Your post got me thinking about where home is for me. I was born in Michigan, grew up in Duluth, MN and then moved to Minneapolis where in terms of years I have lived the longest. Perhaps I have yet to find my place that I will think of as home.

Joanne said...

Beautiful and thoughtful post. I'm living with Mom in the house I grew up in. My house is just through the woods. Both are home to me, but I do miss my house (with no steps.) :D

Lori1955 said...

I don't think anyplace is home for me. We moved around a bit when I was young as dad was in international banking. I really never liked staying in one place too long. Maybe home isn't a place for me but a state of mind.

StefanieRose said...

I think it is good that you can feel at home there. Or a new place, eventually. I grew up in one house, with Nonna, mom, dad, and brother. My parents still live there and I still have a room there. Is it home? I don't think so. Is this apartment at school home? I don't think so either. I guess I just want to feel like myself at the place I call home and right now nether of my options has that. I hope one day to find my home. Until then I will try and be happy with what I have.

cornbread hell said...

your words are rife with meaning to me.

mom and i just returned from a short visit to my sister's. mom was disoriented at first, but by the end of the stay, clearly felt *at home.*
i wrote an email to my sister just moments before reading this post mentioning in discreet terms how much mom enjoyed being *home.*

when we returned to where she lives now, 100 miles away, mom literally told me she was...glad to be *home.*

myself, i have had many homes. i do not like the house i live in now. the last *home* i had has since been demolished, but i still love it. i hope to have a home again someday.

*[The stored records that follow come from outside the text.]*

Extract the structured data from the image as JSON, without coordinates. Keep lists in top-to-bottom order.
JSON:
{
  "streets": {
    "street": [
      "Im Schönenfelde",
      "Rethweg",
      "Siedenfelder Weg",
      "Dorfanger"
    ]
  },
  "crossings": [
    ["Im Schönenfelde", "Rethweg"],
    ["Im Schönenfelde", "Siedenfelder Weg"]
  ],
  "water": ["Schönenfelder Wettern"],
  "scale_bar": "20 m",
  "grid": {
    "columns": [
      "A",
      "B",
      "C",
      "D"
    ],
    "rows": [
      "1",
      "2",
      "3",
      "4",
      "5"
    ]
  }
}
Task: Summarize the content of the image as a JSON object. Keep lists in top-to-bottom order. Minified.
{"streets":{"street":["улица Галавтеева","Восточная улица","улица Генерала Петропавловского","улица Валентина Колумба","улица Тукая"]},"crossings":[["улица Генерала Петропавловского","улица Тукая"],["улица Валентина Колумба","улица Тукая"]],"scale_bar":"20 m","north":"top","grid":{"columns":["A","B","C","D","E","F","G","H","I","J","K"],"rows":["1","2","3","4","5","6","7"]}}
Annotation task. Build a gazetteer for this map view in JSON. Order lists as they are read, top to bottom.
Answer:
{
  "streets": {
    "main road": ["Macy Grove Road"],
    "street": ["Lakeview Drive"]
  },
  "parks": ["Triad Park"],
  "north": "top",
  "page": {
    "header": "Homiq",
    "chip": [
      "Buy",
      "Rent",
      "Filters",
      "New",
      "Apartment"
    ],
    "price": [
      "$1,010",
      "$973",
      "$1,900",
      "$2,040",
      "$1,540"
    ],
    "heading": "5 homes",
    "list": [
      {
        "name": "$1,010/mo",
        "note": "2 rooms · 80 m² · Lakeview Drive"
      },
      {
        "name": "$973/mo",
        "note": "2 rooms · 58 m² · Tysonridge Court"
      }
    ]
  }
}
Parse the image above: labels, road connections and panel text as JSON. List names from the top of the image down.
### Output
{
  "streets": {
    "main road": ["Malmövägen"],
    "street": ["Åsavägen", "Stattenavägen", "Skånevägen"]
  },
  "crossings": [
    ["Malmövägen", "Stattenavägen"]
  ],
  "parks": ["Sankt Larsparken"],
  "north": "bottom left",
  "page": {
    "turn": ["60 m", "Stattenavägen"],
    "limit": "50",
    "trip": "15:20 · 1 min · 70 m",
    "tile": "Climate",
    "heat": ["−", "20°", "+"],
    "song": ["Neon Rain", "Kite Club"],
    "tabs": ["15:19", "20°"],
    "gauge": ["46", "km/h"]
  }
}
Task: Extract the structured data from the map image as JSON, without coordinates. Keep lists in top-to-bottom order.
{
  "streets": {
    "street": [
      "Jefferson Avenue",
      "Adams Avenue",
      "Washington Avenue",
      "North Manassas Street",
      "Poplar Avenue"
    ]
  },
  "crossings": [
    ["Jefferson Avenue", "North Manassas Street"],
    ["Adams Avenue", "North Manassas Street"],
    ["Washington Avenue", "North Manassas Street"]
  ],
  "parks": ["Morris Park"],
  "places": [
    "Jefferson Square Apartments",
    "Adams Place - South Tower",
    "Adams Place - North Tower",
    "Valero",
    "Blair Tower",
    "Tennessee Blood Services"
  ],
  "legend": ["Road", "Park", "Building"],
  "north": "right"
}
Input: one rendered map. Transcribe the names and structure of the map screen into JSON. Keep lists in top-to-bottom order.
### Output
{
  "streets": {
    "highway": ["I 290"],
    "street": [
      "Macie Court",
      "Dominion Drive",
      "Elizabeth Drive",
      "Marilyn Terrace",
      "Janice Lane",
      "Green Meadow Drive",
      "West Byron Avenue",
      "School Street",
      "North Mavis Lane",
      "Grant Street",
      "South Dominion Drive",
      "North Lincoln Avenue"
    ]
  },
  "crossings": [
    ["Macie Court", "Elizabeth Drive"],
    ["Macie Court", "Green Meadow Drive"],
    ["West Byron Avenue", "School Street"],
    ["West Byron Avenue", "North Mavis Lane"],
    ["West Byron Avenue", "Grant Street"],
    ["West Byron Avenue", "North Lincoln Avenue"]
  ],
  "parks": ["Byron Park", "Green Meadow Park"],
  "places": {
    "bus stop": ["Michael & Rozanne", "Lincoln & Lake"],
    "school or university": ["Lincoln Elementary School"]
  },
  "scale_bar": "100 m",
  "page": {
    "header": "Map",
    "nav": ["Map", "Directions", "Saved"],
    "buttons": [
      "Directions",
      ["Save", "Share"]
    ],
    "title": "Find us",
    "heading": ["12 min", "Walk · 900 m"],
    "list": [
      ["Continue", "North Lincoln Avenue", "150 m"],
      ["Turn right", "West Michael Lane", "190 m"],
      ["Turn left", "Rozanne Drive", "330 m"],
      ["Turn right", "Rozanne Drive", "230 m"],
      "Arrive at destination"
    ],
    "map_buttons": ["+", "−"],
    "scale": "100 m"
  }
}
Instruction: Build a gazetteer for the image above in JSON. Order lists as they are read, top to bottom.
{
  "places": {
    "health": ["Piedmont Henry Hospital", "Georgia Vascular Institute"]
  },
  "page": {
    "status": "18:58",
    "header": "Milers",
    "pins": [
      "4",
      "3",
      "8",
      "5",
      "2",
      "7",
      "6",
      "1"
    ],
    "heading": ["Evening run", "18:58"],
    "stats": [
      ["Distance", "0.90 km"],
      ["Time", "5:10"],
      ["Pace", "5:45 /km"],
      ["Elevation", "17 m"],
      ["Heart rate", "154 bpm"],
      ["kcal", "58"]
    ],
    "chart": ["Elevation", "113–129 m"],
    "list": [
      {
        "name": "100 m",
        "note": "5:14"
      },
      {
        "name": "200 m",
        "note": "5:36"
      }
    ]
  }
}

home. so much more than time or place.

Patricia said...

Home is where the heart is Terry my dear.

SKYGIRL said...

When my Grandmother was in a Nuring Home (supposidly the nicest one in the State, Flinty!)She only had two phrases. One was "Take me up, Lord, take me up!" with her arms flying above her. That was a heart-breaker, but the other one was "Take me home, I want to go home!"

I think when a patient is in a Nuring Home, and knows that is their last stop, they want to go to Heaven. I think Heaven is Home.

When an AD patient is living in pretty good surroundings, or even in their own home, and want to go home, I think it is back to a time where things were famliar, when they were not so scared, or uncertain about, everything?

But the first thing that 'popped' into my mind, while reading your post, and I don't know when it was written, or by whom, but it was "Home is where the Heart is"

Mum, hit it right on the nail!

~Betsy said...

Just checking in on you, Terry. I saw on the weather last night that Oklahoma was hit pretty hard with storms. I hope all is well at your home.

nancy said...

just thought i'd let you know that i'm thinking of you as well and hope things are going ok.